Brad Ramsey: Born October 16th, 1950? Died September 25th 2012: An Appreciation
I didn’t know what year Brad was born so I Googled him to see if there was any information available concerning his date of birth. Seventeenth in a list of a variety of different Brad Ramseys –from art designers to baseball coaches—I found the Brad Ramsey I was looking for. I was referred to ashtangayogacenter.com, my own website, where Brad is mentioned briefly in a short history of ashtanga yoga in Encinitas. Brad was a very private guy, to the extent that he became a recluse over the last 25 years of his life, living in Maui for most of that time. He was certainly not someone who drew undue attention to himself—no facebook page or blog for Brad. Still, it is sad to see that someone who made such a valuable contribution to the development of ashtanga yoga in the West has gotten so little recognition. Brad was my teacher for the first three years of practice. Over that time he taught me primary, intermediate and advanced A and B asana sequences, all the six pranayamas, many Sanskrit slokas and devotional songs. In addition, he advised me wisely in terms of diet and guided me sagely into the realm of sacred Indian literature—Bhagavad Gita, Mahabharata, Ramayana, Srimad Bhagavattam, Upanishads etc.
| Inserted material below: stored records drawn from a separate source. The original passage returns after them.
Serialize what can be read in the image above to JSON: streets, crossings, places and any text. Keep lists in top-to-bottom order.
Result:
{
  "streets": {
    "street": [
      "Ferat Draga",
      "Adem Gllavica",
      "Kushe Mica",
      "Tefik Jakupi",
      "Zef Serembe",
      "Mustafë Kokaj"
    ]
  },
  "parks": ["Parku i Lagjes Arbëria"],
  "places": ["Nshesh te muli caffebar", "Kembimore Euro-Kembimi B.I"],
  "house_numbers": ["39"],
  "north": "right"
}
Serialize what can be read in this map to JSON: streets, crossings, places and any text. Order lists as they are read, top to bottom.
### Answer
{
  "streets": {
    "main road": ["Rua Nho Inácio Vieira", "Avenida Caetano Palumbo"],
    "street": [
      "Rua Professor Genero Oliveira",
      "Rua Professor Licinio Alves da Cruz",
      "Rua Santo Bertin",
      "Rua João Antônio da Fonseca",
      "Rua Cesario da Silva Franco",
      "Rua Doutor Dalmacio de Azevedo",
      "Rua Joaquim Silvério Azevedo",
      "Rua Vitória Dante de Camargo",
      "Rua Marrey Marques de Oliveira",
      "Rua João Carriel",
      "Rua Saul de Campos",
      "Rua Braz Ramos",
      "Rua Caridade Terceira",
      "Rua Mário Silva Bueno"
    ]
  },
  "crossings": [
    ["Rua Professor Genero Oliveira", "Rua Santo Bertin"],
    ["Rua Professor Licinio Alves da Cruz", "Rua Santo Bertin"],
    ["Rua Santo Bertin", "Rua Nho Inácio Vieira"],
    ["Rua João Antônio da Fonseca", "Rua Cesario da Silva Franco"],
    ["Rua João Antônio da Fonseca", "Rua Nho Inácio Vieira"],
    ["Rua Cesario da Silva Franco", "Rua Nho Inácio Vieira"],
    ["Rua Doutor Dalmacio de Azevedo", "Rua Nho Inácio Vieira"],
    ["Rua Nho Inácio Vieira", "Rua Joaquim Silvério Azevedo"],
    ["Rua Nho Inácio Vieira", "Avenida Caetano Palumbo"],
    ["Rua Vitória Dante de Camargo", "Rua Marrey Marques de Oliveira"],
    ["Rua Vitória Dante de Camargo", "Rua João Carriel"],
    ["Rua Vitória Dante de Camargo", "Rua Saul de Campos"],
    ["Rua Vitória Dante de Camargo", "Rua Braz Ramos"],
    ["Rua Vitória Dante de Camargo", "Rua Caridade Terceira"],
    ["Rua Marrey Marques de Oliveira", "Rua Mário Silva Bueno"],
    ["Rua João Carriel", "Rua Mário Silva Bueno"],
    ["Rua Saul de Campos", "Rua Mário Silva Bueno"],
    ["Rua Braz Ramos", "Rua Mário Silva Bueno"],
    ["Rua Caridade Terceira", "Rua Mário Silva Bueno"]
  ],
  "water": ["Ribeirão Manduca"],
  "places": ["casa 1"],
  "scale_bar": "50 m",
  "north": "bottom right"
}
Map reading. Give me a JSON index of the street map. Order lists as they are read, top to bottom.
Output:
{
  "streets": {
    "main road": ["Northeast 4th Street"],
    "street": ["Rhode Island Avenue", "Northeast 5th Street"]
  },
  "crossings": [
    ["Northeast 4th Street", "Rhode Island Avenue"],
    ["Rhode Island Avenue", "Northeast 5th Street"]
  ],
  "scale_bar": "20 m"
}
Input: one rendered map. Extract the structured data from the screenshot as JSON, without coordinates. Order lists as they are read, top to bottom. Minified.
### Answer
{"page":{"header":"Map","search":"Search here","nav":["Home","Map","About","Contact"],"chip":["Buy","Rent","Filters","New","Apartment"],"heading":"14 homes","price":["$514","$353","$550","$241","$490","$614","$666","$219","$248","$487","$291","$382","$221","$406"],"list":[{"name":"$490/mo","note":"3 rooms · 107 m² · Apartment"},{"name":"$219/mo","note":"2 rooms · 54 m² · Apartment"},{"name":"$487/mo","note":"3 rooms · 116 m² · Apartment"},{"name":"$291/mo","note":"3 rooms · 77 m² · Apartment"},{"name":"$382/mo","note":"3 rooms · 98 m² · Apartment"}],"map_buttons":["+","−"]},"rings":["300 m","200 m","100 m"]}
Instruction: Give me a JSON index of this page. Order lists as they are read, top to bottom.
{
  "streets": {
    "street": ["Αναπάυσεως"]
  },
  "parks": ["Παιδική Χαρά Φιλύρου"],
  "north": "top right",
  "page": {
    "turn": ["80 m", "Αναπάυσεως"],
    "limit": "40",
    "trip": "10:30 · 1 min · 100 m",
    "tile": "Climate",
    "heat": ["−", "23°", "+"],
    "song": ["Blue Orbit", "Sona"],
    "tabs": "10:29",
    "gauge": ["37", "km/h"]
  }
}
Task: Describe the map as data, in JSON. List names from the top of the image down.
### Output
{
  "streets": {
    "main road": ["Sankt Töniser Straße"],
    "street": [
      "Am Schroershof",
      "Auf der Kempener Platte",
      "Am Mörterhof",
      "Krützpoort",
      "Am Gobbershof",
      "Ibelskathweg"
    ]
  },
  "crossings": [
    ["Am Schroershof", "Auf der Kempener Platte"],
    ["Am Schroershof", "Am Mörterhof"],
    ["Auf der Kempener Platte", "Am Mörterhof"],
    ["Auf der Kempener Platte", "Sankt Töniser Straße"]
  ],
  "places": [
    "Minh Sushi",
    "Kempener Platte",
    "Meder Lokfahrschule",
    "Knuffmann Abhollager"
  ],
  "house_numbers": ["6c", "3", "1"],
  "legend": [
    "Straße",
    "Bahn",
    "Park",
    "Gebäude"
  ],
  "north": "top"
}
He was a teacher of great commitment, depth and sincerity. He was always kind, patient and compassionate. Brad gave me the tools to become a better architect of my own destiny—asana to purify, strengthen and stretch the body; pranyama to still the mind; and mantra and bhajan to open the heart. He was a wonderful singer and guitarist and led kirtans where he would bring us deeply into the heart of Bhakti, which he always said was the quickest path to God in Kali Yuga.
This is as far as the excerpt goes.